_Required action_
Copy out each line of the material in which the word "turn" can be found.

┄┄┄┄┄┄

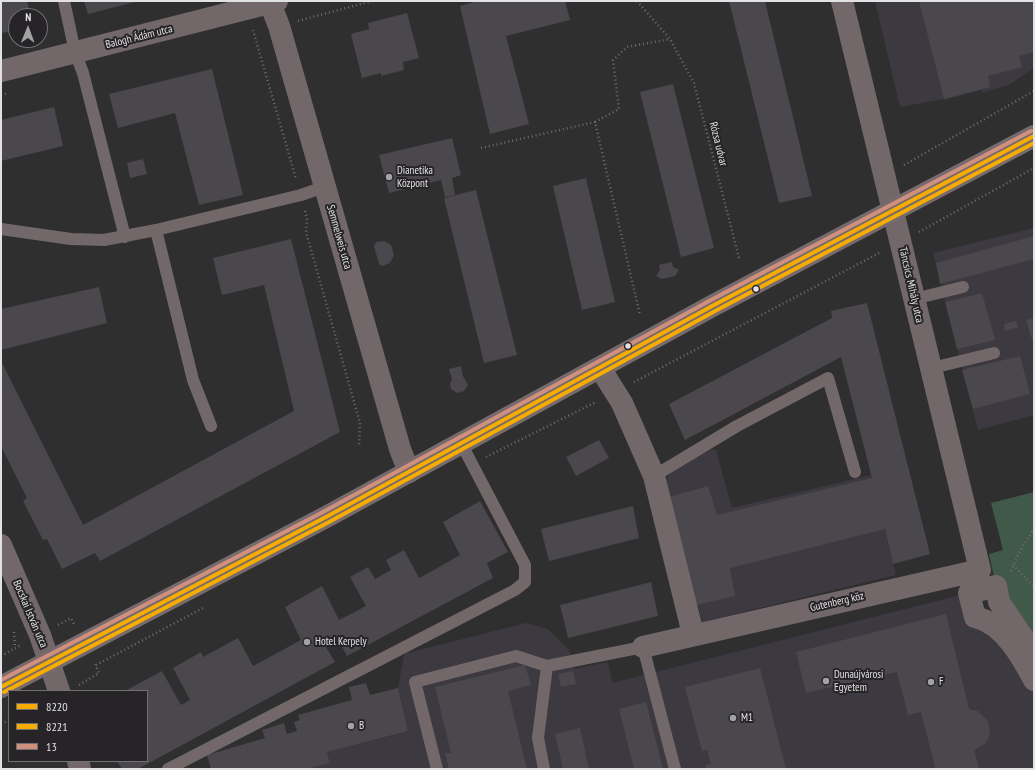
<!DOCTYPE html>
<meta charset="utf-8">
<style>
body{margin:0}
#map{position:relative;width:1035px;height:770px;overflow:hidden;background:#302f30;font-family:"PT Sans Narrow",sans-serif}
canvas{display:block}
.frame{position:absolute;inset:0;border:2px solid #e2e1e3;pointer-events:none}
.legend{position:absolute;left:8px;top:690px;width:140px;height:72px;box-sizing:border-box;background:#262427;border:1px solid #717072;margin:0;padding:5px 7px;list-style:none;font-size:12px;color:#e2e1e3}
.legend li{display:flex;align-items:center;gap:8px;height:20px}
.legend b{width:20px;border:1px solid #717072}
.north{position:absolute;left:8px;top:8px;width:40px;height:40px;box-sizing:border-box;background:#262427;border:1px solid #717072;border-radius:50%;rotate:1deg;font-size:11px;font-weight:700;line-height:16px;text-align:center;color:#e2e1e3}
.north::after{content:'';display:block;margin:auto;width:14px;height:18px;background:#a4a3a4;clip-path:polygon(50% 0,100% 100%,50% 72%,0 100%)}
</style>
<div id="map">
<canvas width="1035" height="770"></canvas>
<div class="frame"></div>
<ul class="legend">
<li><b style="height:5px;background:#f6ac00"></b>8220</li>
<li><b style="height:5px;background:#f6ac00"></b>8221</li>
<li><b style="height:5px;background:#d1907d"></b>13</li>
</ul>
<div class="north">N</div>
</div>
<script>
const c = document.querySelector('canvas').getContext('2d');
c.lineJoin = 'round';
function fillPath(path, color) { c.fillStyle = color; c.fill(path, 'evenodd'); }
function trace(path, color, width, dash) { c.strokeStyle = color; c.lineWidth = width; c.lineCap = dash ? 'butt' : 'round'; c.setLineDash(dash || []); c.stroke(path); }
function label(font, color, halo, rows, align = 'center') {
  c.font = font + ' "PT Sans Narrow",sans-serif'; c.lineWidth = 4; c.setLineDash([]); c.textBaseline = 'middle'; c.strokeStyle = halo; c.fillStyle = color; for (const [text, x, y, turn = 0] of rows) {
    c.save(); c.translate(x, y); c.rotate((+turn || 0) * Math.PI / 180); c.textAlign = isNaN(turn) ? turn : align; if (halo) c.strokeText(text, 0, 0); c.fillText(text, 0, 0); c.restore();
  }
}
fillPath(new Path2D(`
 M875,1H1034V68L1009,85L982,93V90L944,100L943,99L900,107Z
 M1034,228V415L978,430L933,253Z
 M712,449L716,450L732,508L871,475L896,575L702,622L666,480L671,472L680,465Z
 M969,593L1034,680V769H307L330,763L327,752L408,731L398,688L404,655L407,653L526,623L548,629L569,650L574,669L608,662L612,683Z`), '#3c3940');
fillPath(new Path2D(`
 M1034,492V654L996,586L989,554L1003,550L991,503Z`), '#405948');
fillPath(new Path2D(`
 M1,1H27L31,16H16V30L1,33Z
 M84,1H135V2L88,14Z
 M478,1H565L570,20L506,36L529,124L490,134L460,6Z
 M729,1H765L812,196L779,203Z
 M919,1H1034V52L1019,56L1022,67L988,76L990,87L944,99Z
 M407,13L419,58L403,62L404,70L381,76V73L362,78L351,34L369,29L368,23Z
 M212,69L243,195L199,205L175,113L118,128L109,94Z
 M673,84L714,248L681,257L640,92Z
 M54,107L63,146L1,161V120Z
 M452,138L461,175L452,178L455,195L445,197L441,180L389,193L379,155Z
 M143,159L147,174L130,178L127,163Z
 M586,178L615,302L582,310L553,186Z
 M476,190L517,355L484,363L444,198Z
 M1034,236V259L940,284L936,263Z
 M291,239L340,432L100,561L95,553L62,569L47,539L43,540L23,501L27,498L1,446V361L83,525L294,411L264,285L222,295L213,258Z
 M384,241L391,245L394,255L390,263L382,266L379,264L374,246L376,242Z
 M672,262L673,267L679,270L675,276L662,279L656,276L660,270L659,265Z
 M99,287L107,323L1,350V309Z
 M982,293L995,340L957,349L945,302Z
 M867,303L930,554L893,564L885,529L730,568L735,596L696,605L669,497L708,486L717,515L872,478L841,357L685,440L669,404L832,318L831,311Z
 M1034,318V346L1026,320Z
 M1016,321L1018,327L1005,331L1004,324Z
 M1020,356L1030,394L973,409L962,370Z
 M461,366L463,376L468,385L464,391L457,393L451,389L450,384L452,379L449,369Z
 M599,440L609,458L576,476L566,457Z
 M480,501L508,552L487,563L493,578L347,656L339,641L326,647L335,662L138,769H122L117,761H147V691H125L162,671L181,705L190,700L173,668L201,652L203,657L238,638L253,666L301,640L285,607L322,586L339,620L366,606L350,577L368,567L375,579L391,570L386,560L404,550L419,578L427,574L460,555L443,522Z
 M633,506L639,538L549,561L541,529Z
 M651,582L658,616L568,638L560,605Z
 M946,614L969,709L978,711L988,721L990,733L986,743L974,750L979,769H930L935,767L921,712L908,715L897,672L806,693L796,652Z
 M525,665L531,685L508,691L527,769H449L445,753H451L435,687Z
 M760,668L786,769H706L705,765L711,764L707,750L702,751L685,687Z
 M573,671L576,684L561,687L558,674Z
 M366,683L370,695L398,688L408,731L327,752L330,763L307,769H211L207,755L265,738L262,730L284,723L287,734L297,731L294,722L300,720L298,715L352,700L349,687Z
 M646,702L663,769H634L619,709Z
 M580,728L589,769H563L555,734Z`), '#4a474d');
trace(new Path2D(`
 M637,1L670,39L694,83L739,258
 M298,21L372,1
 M253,30L296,179
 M1,95L8,93
 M595,122L619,109L613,60L627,47L670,39
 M481,148L595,122L640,315
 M904,165L1034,91
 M305,211L307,219L306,232L360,423L359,447
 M919,232L1034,168
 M634,382L881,252
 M486,457L596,402
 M1013,565L1034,587
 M1011,571L1021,549L1034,529
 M58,625L71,618L75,626
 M14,632L15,648
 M1,656L21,645
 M96,665L203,608
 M79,685L99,673L95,664
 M1,724L9,720`), '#726b6d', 2.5, [1, 3]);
trace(new Path2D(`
 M64,1L75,52L83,73L125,237
 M1,229L71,239L104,240L156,230L301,195L324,187
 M156,230L193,380L211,426
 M914,299L963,287
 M932,368L994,353
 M654,476L737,426L828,378L855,472
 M168,769L515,590L525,582V565L461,443
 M437,769L415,682L516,656L547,666L643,647L675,769
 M544,769L538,738L547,666`), '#72686a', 12);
trace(new Path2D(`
 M270,3L279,26L400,449L409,472
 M1,71L277,1
 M600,368L622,403L654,476L693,634
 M1,545L40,635L59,691
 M643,647L980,570L842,1
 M1034,654L999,602L996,586L969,593L975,617C1003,623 1022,657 1034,680
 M78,761L80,769`), '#72686a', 22);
trace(new Path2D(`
 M1,687L326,517L714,305L1034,136`), '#766a6c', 22);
trace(new Path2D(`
 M1,687L326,517L714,305L1034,136`), '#f6ac00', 4);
trace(new Path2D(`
 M4,692L329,522L717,310L1034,143`), '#f6ac00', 4);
trace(new Path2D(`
 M1,680L323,512L711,300L1031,131`), '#d1907d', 4);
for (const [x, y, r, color] of [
 [389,177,4,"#a4a3a4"],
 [756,289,3.5,"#e2e1e3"],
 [628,346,3.5,"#e2e1e3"],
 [307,642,4,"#a4a3a4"],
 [826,681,4,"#a4a3a4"],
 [931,682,4,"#a4a3a4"],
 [733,718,4,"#a4a3a4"],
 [351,726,4,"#a4a3a4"]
]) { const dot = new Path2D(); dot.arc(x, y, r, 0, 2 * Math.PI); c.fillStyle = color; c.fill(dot); trace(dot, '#262427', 1.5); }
label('11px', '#e2e1e3', '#262427', [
 ["Balogh Ádám utca",139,37,-14],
 ["Rózsa udvar",718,144,76],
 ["Semmelweis utca",339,237,74],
 ["Táncsics Mihály utca",911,285,77],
 ["Gutenberg köz",837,602,-13],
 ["Bocskai István utca",30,614,67]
]);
label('11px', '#e2e1e3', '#262427', [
 ["Dianetika",397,171],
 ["Központ",397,184],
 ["Hotel Kerpely",315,642],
 ["Dunaújvárosi",834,675],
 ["Egyetem",834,688],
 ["F",939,682],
 ["M1",741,718],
 ["B",359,726]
], 'left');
</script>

┄┄┄┄┄┄

_Response to the exercise_
  c.font = font + ' "PT Sans Narrow",sans-serif'; c.lineWidth = 4; c.setLineDash([]); c.textBaseline = 'middle'; c.strokeStyle = halo; c.fillStyle = color; for (const [text, x, y, turn = 0] of rows) {
    c.save(); c.translate(x, y); c.rotate((+turn || 0) * Math.PI / 180); c.textAlign = isNaN(turn) ? turn : align; if (halo) c.strokeText(text, 0, 0); c.fillText(text, 0, 0); c.restore();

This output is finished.